● **Extracted data**

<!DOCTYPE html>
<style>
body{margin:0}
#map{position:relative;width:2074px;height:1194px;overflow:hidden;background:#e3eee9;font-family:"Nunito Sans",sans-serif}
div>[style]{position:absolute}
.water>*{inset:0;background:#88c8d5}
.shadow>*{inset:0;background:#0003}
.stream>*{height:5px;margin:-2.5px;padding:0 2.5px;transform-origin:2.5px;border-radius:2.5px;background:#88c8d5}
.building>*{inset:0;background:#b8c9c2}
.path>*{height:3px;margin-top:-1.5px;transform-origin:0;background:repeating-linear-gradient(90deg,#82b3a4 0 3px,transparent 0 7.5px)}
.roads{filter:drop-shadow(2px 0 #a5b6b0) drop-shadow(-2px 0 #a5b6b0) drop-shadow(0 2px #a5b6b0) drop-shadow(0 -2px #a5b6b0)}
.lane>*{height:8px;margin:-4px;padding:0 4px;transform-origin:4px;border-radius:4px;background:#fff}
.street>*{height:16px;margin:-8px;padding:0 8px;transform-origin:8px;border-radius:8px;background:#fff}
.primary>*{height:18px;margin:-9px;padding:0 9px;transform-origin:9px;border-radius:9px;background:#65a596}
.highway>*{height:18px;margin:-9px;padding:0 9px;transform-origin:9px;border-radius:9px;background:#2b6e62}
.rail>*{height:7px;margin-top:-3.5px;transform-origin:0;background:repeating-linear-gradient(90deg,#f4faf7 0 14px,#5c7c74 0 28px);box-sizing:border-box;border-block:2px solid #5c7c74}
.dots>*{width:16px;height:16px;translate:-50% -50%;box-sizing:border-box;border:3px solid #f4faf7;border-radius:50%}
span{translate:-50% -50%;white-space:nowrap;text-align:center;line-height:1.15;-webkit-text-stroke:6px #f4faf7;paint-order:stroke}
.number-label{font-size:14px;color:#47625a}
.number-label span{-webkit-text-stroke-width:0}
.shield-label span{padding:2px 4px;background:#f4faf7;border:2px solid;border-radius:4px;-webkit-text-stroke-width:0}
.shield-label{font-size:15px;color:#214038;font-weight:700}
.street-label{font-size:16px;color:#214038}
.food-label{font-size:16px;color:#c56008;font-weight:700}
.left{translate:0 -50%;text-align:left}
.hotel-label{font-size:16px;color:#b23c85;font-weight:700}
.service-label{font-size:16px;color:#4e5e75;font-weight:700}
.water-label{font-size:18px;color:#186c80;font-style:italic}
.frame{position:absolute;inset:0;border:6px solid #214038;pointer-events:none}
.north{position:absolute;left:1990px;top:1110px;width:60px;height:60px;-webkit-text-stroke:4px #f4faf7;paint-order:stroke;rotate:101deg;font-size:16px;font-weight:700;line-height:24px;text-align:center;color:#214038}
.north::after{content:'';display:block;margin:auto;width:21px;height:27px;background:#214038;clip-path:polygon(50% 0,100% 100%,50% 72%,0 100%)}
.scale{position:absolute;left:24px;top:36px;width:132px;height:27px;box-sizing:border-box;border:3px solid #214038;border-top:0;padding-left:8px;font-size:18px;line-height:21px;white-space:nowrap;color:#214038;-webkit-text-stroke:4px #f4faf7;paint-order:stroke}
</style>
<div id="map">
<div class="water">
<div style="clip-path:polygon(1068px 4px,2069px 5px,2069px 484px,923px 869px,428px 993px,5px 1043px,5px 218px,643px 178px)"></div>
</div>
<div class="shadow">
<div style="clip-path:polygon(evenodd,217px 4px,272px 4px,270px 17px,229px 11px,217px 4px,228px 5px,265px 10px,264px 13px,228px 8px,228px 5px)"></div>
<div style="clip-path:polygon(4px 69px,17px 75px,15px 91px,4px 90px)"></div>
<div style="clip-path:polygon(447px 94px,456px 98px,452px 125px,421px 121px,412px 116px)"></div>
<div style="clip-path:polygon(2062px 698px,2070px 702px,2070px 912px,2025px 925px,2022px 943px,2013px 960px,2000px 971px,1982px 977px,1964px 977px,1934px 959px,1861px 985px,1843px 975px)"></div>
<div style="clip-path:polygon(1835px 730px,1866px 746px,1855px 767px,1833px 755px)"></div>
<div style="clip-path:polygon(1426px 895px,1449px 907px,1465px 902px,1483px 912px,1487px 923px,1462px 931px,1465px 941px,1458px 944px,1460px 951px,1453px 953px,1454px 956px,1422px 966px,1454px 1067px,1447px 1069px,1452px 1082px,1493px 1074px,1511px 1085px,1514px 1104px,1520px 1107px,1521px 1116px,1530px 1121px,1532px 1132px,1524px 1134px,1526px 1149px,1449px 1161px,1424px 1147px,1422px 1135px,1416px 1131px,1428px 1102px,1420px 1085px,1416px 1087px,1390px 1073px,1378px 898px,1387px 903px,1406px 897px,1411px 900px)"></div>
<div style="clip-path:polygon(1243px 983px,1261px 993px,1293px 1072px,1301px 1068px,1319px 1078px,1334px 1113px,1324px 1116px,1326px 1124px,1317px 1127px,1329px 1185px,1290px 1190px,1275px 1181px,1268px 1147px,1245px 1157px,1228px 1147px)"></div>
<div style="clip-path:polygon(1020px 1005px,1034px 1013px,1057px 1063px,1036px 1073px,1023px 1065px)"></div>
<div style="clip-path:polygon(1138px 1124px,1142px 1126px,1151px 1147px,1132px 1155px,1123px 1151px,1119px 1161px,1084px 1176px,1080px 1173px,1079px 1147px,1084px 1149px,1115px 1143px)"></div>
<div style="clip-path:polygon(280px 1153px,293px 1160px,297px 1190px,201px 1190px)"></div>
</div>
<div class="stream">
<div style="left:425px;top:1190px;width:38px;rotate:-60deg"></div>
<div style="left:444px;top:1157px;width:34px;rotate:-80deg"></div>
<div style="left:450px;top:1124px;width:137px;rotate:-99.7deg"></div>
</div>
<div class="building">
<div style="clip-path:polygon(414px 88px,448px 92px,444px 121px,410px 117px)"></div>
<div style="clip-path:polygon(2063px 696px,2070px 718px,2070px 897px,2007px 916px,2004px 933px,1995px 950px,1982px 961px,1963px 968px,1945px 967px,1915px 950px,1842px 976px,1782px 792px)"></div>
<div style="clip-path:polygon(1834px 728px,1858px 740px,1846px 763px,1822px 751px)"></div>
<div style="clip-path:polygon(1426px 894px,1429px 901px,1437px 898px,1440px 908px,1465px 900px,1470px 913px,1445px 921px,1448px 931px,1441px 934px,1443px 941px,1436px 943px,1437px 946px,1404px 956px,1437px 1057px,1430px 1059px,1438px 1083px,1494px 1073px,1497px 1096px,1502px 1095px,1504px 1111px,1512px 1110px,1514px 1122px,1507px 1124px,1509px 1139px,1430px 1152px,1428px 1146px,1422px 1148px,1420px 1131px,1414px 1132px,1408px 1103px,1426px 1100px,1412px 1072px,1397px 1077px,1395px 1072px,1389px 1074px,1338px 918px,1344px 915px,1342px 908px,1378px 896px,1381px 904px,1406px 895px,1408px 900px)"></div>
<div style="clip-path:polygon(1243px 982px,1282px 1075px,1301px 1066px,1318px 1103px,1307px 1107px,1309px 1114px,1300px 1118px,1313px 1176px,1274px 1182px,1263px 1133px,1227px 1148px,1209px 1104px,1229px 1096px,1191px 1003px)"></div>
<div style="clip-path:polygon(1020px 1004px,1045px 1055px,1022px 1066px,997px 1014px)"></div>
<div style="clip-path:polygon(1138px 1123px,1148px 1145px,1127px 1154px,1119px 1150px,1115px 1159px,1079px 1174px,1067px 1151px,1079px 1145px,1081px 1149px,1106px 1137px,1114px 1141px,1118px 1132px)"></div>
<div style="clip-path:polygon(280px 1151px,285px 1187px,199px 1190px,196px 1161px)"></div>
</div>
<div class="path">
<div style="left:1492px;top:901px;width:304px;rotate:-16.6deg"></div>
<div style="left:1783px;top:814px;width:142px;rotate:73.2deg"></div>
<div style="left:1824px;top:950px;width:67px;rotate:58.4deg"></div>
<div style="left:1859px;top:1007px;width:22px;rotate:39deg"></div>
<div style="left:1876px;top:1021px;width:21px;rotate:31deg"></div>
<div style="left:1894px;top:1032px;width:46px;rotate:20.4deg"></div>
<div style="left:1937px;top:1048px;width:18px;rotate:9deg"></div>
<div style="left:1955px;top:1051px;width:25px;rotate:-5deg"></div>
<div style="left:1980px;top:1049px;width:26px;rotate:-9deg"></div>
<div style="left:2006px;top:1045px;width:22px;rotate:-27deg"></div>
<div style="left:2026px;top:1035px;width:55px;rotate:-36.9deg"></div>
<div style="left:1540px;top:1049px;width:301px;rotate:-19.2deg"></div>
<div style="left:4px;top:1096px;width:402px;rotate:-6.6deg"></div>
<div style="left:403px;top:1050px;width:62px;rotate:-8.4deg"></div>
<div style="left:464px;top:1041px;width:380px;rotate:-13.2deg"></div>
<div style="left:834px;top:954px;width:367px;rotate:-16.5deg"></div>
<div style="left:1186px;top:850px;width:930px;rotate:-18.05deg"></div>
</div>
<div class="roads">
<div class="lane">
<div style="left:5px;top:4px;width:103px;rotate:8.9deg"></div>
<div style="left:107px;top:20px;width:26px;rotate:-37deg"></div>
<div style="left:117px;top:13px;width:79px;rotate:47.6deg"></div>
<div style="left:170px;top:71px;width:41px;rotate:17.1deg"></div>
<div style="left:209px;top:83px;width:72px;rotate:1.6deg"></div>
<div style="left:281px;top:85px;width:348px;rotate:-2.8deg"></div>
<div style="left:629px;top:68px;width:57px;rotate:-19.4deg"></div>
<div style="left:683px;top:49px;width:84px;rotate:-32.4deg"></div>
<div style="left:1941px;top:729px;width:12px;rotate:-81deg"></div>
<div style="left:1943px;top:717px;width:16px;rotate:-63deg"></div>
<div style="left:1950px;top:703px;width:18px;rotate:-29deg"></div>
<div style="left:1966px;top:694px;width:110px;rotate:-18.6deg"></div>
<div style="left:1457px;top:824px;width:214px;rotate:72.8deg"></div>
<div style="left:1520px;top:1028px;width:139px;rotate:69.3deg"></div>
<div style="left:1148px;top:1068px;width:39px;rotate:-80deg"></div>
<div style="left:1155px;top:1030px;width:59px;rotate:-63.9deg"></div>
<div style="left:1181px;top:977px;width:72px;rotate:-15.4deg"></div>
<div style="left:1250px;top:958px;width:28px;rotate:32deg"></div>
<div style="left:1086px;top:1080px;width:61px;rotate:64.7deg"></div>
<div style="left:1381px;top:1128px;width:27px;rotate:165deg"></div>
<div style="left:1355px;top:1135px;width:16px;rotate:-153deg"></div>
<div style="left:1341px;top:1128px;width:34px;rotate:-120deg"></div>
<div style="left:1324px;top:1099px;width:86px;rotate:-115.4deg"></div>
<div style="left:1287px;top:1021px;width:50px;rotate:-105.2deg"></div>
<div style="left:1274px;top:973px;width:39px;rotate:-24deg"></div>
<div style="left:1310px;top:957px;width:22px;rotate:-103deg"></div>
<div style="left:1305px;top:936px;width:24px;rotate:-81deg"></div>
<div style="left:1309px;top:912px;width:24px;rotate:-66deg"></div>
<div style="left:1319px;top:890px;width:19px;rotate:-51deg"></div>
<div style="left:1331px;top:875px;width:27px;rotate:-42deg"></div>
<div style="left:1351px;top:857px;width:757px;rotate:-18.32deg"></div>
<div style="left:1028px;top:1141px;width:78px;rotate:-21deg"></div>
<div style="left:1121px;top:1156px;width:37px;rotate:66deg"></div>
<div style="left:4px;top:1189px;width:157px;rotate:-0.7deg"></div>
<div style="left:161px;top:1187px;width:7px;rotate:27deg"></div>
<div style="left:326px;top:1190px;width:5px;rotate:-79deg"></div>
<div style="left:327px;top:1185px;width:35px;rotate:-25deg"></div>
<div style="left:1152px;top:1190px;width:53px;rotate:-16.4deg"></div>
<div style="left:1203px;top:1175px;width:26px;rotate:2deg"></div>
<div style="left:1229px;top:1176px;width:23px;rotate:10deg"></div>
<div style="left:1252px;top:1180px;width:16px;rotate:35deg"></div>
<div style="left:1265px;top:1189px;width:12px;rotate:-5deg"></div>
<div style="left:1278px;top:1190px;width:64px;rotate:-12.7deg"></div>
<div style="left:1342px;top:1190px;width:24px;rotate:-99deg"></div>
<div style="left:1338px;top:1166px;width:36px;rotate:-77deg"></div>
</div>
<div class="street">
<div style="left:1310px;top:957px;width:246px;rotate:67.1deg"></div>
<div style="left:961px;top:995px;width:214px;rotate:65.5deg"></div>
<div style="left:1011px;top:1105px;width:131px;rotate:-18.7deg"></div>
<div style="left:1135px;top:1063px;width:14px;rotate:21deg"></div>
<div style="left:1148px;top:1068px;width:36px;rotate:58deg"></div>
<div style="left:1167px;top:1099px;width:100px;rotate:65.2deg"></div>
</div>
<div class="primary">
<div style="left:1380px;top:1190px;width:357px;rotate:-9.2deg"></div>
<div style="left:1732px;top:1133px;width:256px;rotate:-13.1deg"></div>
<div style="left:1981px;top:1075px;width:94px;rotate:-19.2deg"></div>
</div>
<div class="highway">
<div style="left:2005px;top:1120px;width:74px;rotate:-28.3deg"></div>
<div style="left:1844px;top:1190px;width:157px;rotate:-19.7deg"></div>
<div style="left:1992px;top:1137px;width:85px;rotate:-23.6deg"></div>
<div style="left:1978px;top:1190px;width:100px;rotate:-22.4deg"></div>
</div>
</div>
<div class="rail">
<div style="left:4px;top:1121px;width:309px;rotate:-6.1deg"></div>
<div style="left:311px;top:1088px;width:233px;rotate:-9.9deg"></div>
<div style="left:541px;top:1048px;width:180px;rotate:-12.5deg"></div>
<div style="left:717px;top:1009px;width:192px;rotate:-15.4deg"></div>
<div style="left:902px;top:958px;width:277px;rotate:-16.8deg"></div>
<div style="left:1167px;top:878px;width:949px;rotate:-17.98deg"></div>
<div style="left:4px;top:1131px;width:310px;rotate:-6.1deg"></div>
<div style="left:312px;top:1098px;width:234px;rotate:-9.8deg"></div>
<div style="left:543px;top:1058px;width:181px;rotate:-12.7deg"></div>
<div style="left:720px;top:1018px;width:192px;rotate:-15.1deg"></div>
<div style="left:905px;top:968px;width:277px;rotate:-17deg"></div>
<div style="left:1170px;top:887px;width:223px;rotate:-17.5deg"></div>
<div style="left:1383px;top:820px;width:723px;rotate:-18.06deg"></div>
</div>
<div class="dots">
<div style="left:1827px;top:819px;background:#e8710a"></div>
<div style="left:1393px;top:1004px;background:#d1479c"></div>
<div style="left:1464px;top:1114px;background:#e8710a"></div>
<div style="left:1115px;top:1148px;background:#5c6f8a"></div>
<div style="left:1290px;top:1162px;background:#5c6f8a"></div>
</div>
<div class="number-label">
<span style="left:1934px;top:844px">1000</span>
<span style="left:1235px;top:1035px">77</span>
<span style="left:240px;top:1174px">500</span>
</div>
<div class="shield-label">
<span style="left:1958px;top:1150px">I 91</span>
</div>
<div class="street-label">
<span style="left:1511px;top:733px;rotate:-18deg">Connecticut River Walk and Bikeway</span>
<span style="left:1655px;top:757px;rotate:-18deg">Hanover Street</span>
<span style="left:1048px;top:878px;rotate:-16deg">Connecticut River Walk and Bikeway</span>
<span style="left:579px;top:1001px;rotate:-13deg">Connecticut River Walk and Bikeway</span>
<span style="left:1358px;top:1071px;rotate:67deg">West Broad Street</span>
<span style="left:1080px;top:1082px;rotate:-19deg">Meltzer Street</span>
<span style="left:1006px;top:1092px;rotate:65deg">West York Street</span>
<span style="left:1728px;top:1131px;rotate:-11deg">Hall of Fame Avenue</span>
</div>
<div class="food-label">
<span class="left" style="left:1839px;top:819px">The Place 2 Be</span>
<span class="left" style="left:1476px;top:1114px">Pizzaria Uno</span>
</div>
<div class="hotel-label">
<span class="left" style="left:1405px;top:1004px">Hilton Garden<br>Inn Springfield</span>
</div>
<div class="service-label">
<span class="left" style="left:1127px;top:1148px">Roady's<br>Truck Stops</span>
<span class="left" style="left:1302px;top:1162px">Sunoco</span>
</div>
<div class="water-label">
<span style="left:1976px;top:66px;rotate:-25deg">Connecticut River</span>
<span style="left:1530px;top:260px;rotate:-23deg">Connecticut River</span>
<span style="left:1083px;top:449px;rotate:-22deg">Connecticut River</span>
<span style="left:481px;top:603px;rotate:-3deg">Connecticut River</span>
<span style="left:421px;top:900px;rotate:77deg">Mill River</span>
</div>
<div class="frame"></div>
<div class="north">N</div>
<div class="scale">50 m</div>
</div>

● **Task prompt**
Where does the string "shadow" appear in the records above? Show every line that holds it.

● **The completed task**
.shadow>*{inset:0;background:#0003}
.roads{filter:drop-shadow(2px 0 #a5b6b0) drop-shadow(-2px 0 #a5b6b0) drop-shadow(0 2px #a5b6b0) drop-shadow(0 -2px #a5b6b0)}
<div class="shadow">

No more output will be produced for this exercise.